This week, the United States Supreme Court, in Students for Fair Admissions, Inc. v. the University of North Carolina and Students for Fair Admissions, Inc. v. the President and Fellows of Harvard College, has banned race-based admissions in higher education. This issue was whether these universities conducted proportional representation in admissions under the guise of diversity.

Sixty major American corporations, including Apple, GE and Starbucks filed an amicus brief with the Court in support of the universities to the effect that racial and ethnic diversity enhance business performance and produce diverse business leaders to achieve business goals and strengthen relationships with their constituencies.

Legal Background

Since 1978, the Supreme Court has prohibited the use of quotas in higher education admissions in the precedential case of Regents of the University of California v. Bakke. However, the Court permitted the use of race as one of a number of factors in admissions toward the goal of ensuring diversity in education, not to correct for a legacy of systemic racism. Historically, in a series of cases, the Court recognized and permitted the use of diversity in admissions so long as it was narrowly tailored and, effectively, a temporizing maneuver, performed in the belief that it would not be needed 25 years later.

The Due Process and Equal Protection Clauses of the Constitution prohibit federal and state governments from discriminating on the basis of race except in furtherance of a compelling government interest and via the least restrictive means available.

Immediately following Bakke, minority student enrollment declined; this was exacerbated in California following the passage of Proposition 209 in 1996, reducing the number of black students at the highest rated of the University of California's campuses by half during the ensuing 20 years, raising concern in terms of long-range consequences for them in terms of business and professional advancement.

Diversity, Equity, and Inclusion (DEI) in the Workplace

Notably, the Harvard and UNC rulings do not facially apply to the workplace. The Harvard case resounds under Title VI of the Civil Rights Act, which prohibits discrimination programs receiving federal funding. Employers are governed by Title VII of the Act.

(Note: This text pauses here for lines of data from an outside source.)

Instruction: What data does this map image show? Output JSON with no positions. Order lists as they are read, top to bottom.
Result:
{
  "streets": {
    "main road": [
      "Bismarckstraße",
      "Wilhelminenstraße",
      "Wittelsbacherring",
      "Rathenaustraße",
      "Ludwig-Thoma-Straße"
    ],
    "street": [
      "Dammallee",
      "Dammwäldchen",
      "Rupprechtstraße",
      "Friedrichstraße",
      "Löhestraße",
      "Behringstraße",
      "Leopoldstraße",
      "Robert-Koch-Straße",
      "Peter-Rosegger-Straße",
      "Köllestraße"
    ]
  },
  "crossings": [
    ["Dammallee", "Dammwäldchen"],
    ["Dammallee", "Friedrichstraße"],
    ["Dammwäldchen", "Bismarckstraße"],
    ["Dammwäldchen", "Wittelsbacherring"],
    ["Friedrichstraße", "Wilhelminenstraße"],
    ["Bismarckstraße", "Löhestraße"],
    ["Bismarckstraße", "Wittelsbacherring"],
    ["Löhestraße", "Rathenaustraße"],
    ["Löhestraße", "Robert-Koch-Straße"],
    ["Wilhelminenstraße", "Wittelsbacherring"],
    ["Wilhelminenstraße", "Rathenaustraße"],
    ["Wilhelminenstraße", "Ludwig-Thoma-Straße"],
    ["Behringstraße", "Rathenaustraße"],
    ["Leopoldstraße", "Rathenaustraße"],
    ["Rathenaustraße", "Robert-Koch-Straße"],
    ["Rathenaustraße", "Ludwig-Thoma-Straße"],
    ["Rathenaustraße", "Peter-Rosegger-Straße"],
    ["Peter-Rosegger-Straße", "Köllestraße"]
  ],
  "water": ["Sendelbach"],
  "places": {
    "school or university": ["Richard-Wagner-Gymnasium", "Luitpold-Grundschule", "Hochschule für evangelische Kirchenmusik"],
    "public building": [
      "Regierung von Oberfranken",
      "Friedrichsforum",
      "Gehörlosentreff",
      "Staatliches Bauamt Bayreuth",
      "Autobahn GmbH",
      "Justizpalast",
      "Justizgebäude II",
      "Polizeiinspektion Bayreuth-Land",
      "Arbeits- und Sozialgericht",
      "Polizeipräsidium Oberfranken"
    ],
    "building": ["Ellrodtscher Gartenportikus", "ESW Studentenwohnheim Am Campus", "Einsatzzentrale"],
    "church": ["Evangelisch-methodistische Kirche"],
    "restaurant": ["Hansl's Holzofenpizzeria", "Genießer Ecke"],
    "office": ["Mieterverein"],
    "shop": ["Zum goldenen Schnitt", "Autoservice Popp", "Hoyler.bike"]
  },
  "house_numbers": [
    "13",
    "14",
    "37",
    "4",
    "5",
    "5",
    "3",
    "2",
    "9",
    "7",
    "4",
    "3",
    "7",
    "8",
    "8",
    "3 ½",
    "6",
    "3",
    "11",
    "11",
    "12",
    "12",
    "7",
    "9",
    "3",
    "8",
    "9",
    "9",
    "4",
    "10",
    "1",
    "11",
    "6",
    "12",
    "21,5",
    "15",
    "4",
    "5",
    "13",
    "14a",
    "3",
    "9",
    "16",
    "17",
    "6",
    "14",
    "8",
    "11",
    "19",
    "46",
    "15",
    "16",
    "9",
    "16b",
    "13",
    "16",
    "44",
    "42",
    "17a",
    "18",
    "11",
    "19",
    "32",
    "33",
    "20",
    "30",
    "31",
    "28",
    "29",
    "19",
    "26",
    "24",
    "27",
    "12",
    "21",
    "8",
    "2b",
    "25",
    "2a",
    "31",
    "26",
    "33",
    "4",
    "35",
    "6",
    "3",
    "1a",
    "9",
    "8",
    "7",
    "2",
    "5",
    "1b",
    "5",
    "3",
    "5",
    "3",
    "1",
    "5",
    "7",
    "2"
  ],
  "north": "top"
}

Many corporations instituted diversity, equity and inclusion programs DEI and used representational quotas to achieve targets. This has already engendered two genres of litigation: one type brought by employees or investors alleges that companies engaged in misleading conduct with respect to articulated goals and practices. The second group of litigations alleged outright discrimination on the basis of race.

To the extent that the court has banned representational diversity, many organizations which have implemented DEI goals and programs may need to review those or even dismantle them lest they be in violation of law. Title XII of the Civil Rights Act does not permit companies to consider race in hiring decisions, even in pursuit of workplace diversity.

Business Impact

From a business perspective, we may first see an impact on companies engaged in federal contracting and which could render their DEI efforts in violation of law. It is important for businesses to engage in consideration of their workplace cultures and re-visit their programs to insure compliance with a transforming legal environment.

Companies should undertake critical review of their policies implicating DEI to ensure that they are not making hiring, promotion or wage decisions simply to meet diversity goals. However, they may continue programs to encourage employee retention as well as to encourage inclusive workplace culture. Additionally, there would still be concerns as to the reputational consequences of ending any existing programs.

The content of this article is intended to provide a general guide to the subject matter. Specialist advice should be sought about your specific circumstances.